Later in the day, I found a library. Dear me, how I love a library. Because we are in Rome, this library is a beautiful old thing, and within it there is a courtyard garden which you'd never have guessed existed if you'd only looked at the place from the street. The garden is a perfect square, dotted with orange trees and, in the center, a fountain. This fountain was going to be a contender for my favorite in Rome, I could tell immediately, though it was unlike any I'd seen so far. It was not carved of imperial marble, for starters. This was a small green, mossy, organic fountain. It was like a shaggy, leaking bush of ferns. (It looked, actually, exactly like the wild foliage growing out of the head of that praying figure which the old medicine man in Indonesia had drawn for me.) The water shot up out of the center of this flowering shrub, then rained back down on the leaves, making a melancholy, lovely sound throughout the whole courtyard.
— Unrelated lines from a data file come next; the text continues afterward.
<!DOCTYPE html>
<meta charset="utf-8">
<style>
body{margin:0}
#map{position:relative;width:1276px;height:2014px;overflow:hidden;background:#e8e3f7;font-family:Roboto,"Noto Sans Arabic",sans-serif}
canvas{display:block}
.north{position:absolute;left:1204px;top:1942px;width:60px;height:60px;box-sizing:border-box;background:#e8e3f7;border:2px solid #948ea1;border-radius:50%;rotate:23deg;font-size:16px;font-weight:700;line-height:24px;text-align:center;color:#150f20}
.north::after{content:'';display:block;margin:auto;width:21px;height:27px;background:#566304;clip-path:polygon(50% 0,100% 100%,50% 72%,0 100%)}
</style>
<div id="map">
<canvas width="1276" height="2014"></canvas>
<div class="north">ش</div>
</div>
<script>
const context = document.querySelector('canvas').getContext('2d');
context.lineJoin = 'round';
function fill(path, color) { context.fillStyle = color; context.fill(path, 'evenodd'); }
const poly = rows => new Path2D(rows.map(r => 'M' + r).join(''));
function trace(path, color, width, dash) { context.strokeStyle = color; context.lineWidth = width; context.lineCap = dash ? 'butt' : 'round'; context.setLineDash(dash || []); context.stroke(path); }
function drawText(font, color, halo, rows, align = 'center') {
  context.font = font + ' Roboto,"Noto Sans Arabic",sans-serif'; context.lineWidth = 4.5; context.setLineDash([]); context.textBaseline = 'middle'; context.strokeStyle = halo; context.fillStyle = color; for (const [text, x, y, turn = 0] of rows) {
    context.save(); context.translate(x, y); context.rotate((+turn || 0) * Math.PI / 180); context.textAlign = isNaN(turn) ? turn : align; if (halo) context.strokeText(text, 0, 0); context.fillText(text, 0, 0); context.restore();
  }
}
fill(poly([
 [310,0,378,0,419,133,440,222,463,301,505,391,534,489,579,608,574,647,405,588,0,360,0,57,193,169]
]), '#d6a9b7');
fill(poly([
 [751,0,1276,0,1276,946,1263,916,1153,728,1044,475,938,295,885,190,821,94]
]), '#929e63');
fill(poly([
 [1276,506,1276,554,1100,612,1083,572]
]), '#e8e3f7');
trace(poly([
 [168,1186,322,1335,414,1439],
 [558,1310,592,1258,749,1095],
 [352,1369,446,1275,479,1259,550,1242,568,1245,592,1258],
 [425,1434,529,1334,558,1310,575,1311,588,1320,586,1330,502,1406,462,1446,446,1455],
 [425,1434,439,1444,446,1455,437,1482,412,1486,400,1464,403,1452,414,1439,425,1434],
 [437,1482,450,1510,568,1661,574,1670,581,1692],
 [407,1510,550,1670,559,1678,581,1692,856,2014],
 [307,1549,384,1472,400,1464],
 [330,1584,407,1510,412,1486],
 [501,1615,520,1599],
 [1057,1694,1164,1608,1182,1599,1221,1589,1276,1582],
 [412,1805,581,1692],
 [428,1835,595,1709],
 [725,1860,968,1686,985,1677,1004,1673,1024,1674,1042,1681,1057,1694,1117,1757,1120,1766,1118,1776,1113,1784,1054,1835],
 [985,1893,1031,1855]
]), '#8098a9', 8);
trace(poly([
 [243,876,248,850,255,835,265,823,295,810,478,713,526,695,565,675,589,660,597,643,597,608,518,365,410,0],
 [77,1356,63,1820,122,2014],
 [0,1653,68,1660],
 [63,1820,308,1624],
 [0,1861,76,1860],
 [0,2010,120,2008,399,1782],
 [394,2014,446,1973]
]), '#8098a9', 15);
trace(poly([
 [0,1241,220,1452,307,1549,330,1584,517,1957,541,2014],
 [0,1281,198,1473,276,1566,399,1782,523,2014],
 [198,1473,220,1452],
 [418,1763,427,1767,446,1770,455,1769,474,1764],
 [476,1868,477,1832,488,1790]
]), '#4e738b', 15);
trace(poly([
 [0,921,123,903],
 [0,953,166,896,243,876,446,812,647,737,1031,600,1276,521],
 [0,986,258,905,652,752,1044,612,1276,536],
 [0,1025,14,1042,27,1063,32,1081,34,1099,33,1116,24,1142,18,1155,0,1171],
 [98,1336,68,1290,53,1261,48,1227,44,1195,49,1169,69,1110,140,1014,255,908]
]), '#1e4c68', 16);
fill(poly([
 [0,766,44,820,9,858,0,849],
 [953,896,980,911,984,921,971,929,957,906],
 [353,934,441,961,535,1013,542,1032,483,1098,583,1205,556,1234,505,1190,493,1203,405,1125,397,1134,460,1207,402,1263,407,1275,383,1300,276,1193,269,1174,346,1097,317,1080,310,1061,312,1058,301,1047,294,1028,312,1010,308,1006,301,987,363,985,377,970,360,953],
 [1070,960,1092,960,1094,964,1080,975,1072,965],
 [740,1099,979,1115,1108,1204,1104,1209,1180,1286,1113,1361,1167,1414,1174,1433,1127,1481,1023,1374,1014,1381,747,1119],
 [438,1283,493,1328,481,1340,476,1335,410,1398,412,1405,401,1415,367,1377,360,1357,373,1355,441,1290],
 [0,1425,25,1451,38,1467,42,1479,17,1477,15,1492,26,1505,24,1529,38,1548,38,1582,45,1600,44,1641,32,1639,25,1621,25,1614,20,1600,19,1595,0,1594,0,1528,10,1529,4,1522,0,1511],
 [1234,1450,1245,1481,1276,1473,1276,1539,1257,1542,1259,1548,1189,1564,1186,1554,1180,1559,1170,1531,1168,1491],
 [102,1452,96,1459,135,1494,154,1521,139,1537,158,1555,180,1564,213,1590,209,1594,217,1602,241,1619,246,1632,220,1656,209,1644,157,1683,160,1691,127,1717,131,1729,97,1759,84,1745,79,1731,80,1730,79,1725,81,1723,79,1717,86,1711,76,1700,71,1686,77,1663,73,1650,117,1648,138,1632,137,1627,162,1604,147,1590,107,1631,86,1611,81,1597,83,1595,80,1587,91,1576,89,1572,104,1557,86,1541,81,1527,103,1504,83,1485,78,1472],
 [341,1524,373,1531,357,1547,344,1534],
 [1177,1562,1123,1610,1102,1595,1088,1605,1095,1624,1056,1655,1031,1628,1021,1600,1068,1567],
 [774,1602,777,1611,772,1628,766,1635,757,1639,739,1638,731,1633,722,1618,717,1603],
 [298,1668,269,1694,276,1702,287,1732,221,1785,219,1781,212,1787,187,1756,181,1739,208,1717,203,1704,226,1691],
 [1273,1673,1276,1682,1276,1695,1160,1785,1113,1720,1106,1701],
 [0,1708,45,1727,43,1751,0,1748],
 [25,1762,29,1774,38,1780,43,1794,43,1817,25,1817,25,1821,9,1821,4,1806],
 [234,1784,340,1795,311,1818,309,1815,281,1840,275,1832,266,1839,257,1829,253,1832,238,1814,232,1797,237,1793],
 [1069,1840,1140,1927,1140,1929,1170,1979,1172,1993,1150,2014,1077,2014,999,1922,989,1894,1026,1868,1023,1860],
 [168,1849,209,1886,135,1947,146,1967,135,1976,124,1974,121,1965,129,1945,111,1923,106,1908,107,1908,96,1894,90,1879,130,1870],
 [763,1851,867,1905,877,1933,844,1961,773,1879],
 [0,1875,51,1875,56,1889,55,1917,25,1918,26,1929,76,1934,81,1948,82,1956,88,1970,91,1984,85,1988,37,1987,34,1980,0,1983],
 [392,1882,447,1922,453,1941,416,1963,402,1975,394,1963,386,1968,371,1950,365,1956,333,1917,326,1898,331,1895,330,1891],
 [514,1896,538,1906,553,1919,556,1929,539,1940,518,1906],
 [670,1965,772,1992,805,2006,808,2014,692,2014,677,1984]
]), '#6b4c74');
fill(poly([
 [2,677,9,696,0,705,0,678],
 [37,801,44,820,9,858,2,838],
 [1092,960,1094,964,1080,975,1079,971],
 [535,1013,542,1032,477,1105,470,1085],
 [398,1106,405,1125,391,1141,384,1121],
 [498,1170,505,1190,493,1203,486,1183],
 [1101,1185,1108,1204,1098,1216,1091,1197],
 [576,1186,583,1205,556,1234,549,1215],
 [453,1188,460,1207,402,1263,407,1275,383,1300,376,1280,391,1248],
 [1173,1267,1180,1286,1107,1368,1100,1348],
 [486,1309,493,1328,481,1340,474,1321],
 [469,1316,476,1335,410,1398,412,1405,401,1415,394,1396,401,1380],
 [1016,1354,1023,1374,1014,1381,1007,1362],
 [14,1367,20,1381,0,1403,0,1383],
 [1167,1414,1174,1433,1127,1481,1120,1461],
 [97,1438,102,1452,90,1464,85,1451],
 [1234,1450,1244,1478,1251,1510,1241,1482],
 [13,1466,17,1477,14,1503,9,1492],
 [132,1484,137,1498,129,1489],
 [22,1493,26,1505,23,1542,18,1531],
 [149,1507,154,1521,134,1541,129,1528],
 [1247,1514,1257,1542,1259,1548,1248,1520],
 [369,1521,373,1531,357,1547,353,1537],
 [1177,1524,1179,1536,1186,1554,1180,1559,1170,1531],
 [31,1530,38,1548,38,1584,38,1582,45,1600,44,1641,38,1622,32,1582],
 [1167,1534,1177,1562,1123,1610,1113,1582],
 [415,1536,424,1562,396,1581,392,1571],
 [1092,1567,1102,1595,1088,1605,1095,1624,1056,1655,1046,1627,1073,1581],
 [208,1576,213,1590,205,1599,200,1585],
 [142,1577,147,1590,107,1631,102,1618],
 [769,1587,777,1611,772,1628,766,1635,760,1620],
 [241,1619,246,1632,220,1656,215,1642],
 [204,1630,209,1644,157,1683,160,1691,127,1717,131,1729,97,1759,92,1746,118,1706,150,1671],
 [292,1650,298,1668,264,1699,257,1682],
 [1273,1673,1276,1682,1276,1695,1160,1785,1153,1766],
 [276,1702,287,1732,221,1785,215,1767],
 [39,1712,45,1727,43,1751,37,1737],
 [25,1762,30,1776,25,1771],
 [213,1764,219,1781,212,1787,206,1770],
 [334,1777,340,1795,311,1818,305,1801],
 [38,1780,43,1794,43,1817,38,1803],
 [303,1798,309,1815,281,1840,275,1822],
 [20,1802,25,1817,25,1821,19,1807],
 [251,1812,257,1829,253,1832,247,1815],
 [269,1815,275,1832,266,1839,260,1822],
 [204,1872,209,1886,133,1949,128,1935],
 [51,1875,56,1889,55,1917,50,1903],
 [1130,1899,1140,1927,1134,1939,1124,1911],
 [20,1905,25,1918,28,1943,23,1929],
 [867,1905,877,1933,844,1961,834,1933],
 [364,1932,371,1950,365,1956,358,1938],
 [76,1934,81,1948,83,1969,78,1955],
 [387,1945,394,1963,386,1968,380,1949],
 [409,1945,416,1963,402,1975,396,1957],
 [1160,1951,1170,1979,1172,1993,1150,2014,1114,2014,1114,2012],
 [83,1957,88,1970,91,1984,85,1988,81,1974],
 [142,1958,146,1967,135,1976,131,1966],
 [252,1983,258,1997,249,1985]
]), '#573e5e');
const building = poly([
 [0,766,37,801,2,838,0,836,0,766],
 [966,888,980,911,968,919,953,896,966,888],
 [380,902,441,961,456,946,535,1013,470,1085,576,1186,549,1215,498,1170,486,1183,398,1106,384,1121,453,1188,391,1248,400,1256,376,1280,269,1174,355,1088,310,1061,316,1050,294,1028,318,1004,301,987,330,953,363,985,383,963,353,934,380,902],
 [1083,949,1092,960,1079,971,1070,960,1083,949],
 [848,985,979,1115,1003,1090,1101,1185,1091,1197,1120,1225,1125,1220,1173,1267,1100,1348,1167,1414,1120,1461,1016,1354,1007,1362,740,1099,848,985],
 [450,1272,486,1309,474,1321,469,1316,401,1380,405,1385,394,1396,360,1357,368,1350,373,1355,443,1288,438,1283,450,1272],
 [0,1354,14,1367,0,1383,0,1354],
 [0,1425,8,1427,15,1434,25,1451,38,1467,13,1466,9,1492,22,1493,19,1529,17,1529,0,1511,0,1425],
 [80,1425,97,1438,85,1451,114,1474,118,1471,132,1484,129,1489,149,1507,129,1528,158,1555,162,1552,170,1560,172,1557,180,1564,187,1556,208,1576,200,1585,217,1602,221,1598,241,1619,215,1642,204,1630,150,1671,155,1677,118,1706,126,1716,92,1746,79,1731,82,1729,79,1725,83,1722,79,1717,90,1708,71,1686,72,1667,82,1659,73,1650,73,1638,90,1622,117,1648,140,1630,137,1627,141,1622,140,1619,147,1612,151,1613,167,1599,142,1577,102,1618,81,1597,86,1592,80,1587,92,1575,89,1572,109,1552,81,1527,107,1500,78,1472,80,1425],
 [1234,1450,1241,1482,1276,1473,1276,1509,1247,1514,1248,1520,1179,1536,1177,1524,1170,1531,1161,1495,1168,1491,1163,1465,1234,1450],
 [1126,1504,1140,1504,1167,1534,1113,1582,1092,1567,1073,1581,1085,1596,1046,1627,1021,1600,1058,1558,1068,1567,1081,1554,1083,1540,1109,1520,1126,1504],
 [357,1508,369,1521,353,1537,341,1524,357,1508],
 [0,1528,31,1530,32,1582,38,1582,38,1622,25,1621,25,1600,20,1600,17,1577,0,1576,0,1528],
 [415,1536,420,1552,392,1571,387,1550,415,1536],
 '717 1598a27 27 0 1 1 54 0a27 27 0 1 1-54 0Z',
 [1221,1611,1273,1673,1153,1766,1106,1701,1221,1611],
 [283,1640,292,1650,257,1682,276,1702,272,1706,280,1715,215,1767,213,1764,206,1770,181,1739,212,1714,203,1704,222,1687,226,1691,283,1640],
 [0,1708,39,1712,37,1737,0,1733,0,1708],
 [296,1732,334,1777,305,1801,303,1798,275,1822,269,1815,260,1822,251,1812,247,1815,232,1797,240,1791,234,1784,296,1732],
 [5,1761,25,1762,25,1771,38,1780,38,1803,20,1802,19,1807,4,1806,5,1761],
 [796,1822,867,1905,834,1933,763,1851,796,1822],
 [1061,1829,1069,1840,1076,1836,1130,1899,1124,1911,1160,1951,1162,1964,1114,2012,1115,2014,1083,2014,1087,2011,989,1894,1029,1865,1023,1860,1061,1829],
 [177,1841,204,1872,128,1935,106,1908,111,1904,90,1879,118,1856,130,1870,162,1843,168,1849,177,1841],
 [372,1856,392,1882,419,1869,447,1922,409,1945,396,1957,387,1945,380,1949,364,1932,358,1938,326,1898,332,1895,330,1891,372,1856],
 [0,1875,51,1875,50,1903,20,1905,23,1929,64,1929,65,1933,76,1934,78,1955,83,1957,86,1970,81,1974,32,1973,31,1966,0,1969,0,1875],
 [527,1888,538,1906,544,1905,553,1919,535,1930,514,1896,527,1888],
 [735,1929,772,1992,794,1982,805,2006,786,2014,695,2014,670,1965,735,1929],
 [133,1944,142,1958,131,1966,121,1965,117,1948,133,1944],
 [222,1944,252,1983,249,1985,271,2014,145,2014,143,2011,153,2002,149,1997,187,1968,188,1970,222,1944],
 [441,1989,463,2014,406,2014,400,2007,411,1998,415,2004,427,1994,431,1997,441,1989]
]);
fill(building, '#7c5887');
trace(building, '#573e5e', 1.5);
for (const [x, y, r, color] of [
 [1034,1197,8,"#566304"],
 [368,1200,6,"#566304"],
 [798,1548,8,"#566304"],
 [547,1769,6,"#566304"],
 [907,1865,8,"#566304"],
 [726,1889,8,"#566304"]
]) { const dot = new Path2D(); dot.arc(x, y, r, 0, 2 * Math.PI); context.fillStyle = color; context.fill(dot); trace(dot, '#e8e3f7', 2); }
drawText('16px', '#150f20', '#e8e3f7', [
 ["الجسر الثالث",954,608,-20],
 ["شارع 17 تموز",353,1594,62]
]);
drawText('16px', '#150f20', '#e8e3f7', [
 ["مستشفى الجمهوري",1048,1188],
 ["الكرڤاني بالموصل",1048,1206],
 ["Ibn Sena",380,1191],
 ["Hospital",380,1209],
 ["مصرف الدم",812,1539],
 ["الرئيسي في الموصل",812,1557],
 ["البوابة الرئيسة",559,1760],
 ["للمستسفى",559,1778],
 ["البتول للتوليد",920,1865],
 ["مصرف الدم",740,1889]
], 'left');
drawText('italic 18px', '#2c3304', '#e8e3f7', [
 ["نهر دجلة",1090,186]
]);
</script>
I found a seat under an orange tree and opened one of the poetry books I'd purchased yesterday. Louise Gluck. I read the first poem in Italian, then in English, and stopped short at this line:

Dal centro della mia vita venne una grande fontana…

"From the center of my life, there came a great fountain…"

I set the book down in my lap, shaking with relief.

13

Truthfully, I'm not the best traveler in the world.

I know this because I've traveled a lot and I've met people who are great at it. Real naturals. I've met travelers who are so physically sturdy they could drink a shoebox of water from a Calcutta gutter and never get sick. People who can pick up new languages where others of us might only pick up infectious diseases. People who know how to stand down a threatening border guard or cajole an uncooperative bureaucrat at the visa office. People who are the right height and complexion that they kind of look halfway normal wherever they go-in Turkey they just might be Turks, in Mexico they are suddenly Mexican, in Spain they could be mistaken for a Basque, in Northern Africa they can sometimes pass for Arab…

I don't have these qualities. First off, I don't blend. Tall and blond and pink-complexioned, I am less a chameleon than a flamingo. Everywhere I go but Dusseldorf, I stand out garishly. When I was in China, women used to come up to me on the street and point me out to their children as though I were some escaped zoo animal. And their children-who had never seen anything quite like this pink-faced yellow-headed phantom person-would often burst into tears at the sight of me. I really hated that about China.

I'm bad (or, rather, lazy) at researching a place before I travel, tending just to show up and see what happens. When you travel this way, what typically "happens" is that you end up spending a lot of time standing in the middle of the train station feeling confused, or dropping way too much money on hotels because you don't know better. My shaky sense of direction and geography means I have explored six continents in my life with only the vaguest idea of where I am at any given time. Aside from my cockeyed internal compass, I also have a shortage of personal coolness, which can be a liability in travel. I have never learned how to arrange my face into that blank expression of competent invisibility that is so useful when traveling in dangerous, foreign places. You know-that super-relaxed, totally-in-charge expression which makes you look like you belong there, anywhere, everywhere, even in the middle of a riot in Jakarta. Oh, no. When I don't know what I'm doing, I look like I don't know what I'm doing. When I'm excited or nervous, I look excited or nervous. And when I am lost, which is frequently, I look lost. My face is a transparent transmitter of my every thought. As David once put it, "You have the opposite of poker face. You have, like… miniature golf face."